(Saved data entries)
:::
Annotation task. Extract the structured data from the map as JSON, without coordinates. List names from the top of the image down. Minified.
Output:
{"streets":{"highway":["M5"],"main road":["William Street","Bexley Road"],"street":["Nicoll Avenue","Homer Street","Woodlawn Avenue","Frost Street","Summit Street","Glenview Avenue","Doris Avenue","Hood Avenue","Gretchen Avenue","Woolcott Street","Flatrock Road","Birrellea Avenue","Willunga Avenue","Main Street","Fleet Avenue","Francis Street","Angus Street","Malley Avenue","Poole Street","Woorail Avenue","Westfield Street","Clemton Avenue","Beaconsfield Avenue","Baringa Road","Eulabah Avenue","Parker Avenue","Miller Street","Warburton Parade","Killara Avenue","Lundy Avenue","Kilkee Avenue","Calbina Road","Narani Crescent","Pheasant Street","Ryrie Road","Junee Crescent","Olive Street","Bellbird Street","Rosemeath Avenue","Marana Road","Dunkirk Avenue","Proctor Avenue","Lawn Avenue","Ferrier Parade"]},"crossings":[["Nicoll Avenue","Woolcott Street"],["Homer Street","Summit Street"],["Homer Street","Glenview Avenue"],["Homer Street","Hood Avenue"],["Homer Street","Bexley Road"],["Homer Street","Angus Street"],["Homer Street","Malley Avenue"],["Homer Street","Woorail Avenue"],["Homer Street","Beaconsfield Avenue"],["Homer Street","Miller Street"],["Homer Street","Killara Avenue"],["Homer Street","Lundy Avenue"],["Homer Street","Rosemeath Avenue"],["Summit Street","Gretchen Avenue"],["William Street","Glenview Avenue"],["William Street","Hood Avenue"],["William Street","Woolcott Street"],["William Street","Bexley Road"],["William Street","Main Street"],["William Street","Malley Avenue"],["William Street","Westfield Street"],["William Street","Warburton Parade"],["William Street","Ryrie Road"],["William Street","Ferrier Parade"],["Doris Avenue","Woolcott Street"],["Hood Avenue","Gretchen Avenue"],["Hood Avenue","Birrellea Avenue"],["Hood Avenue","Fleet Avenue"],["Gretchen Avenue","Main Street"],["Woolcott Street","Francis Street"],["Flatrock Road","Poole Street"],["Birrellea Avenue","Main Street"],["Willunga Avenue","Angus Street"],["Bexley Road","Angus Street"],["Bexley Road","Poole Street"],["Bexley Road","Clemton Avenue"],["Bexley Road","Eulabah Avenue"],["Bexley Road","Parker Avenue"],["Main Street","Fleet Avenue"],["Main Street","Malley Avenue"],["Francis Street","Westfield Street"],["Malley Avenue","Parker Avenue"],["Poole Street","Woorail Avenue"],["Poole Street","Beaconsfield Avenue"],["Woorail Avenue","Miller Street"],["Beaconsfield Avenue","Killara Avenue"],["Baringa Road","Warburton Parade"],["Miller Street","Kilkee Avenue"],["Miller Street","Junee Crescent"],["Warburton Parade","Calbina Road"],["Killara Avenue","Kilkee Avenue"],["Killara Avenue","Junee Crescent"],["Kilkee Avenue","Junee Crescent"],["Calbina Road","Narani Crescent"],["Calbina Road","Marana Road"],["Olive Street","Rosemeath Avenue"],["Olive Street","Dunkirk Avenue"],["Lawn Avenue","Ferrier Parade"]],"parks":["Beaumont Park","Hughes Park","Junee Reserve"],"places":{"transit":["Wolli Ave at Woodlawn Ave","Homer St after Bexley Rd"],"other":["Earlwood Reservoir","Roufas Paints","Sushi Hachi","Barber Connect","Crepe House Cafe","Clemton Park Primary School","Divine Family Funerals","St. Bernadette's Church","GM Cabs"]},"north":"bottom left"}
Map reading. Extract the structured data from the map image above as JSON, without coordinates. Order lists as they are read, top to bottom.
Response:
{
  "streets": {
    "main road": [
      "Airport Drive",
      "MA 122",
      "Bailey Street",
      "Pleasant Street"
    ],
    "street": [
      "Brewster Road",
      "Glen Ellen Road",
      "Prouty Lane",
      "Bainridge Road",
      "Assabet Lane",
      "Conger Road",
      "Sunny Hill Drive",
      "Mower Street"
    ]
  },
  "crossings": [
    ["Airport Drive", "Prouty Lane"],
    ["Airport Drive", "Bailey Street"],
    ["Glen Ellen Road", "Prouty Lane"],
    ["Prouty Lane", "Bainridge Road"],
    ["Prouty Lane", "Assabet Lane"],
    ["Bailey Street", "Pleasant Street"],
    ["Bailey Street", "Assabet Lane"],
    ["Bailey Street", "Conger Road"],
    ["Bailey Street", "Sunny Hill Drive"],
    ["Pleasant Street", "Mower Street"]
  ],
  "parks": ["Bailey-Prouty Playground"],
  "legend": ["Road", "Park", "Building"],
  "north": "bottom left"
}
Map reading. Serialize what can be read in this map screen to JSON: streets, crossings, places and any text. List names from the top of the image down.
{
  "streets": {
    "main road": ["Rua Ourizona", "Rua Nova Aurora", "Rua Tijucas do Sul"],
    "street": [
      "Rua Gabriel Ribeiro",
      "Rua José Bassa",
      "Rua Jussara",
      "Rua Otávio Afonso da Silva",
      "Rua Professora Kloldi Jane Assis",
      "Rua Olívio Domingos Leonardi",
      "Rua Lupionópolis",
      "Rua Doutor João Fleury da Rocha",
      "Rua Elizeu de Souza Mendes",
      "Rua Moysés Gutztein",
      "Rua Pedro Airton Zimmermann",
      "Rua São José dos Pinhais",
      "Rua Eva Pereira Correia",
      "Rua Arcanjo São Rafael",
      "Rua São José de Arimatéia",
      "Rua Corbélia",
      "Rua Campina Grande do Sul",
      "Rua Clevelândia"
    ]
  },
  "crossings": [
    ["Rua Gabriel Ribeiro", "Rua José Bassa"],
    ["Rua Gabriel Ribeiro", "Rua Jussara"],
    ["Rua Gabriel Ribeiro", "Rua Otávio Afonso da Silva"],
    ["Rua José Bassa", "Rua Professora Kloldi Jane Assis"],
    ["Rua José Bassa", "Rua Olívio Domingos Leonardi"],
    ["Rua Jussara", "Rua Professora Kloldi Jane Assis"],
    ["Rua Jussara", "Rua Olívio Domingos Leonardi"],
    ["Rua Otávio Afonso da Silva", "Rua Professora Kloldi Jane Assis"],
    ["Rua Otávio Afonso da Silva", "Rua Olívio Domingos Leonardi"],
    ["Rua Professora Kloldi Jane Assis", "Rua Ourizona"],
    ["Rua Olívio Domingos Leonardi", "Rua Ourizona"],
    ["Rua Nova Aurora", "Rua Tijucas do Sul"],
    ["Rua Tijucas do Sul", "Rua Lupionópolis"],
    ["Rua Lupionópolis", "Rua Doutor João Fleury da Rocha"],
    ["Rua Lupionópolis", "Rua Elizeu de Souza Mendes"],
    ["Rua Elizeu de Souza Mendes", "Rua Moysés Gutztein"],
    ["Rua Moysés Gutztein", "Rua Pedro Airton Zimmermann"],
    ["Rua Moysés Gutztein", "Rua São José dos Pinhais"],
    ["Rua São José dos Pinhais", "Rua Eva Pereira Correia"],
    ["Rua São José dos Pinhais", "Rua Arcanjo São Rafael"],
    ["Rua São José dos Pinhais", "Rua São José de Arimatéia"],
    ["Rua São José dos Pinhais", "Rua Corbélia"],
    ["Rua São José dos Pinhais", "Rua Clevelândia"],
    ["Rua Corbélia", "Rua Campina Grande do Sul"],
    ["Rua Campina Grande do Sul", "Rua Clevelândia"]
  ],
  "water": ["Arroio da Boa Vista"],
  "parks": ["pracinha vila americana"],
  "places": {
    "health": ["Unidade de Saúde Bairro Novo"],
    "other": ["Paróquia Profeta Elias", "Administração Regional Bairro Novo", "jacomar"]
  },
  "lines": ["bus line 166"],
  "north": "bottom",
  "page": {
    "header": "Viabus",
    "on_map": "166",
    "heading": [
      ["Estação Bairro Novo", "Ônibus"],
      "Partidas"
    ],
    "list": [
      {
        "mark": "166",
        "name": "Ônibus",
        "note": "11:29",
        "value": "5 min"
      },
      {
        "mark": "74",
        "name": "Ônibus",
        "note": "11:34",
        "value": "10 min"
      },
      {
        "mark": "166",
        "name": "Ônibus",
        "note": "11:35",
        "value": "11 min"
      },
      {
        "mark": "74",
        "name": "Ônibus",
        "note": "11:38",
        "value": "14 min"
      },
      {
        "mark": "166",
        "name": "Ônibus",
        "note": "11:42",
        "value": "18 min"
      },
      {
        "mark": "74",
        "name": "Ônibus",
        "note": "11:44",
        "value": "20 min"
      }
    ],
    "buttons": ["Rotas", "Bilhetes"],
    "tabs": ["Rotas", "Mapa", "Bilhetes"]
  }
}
:::
> Aim of the exercise
Copy every line of the data that carries the word "Pedro".

> Answer space
      "Rua Pedro Airton Zimmermann",
    ["Rua Moysés Gutztein", "Rua Pedro Airton Zimmermann"],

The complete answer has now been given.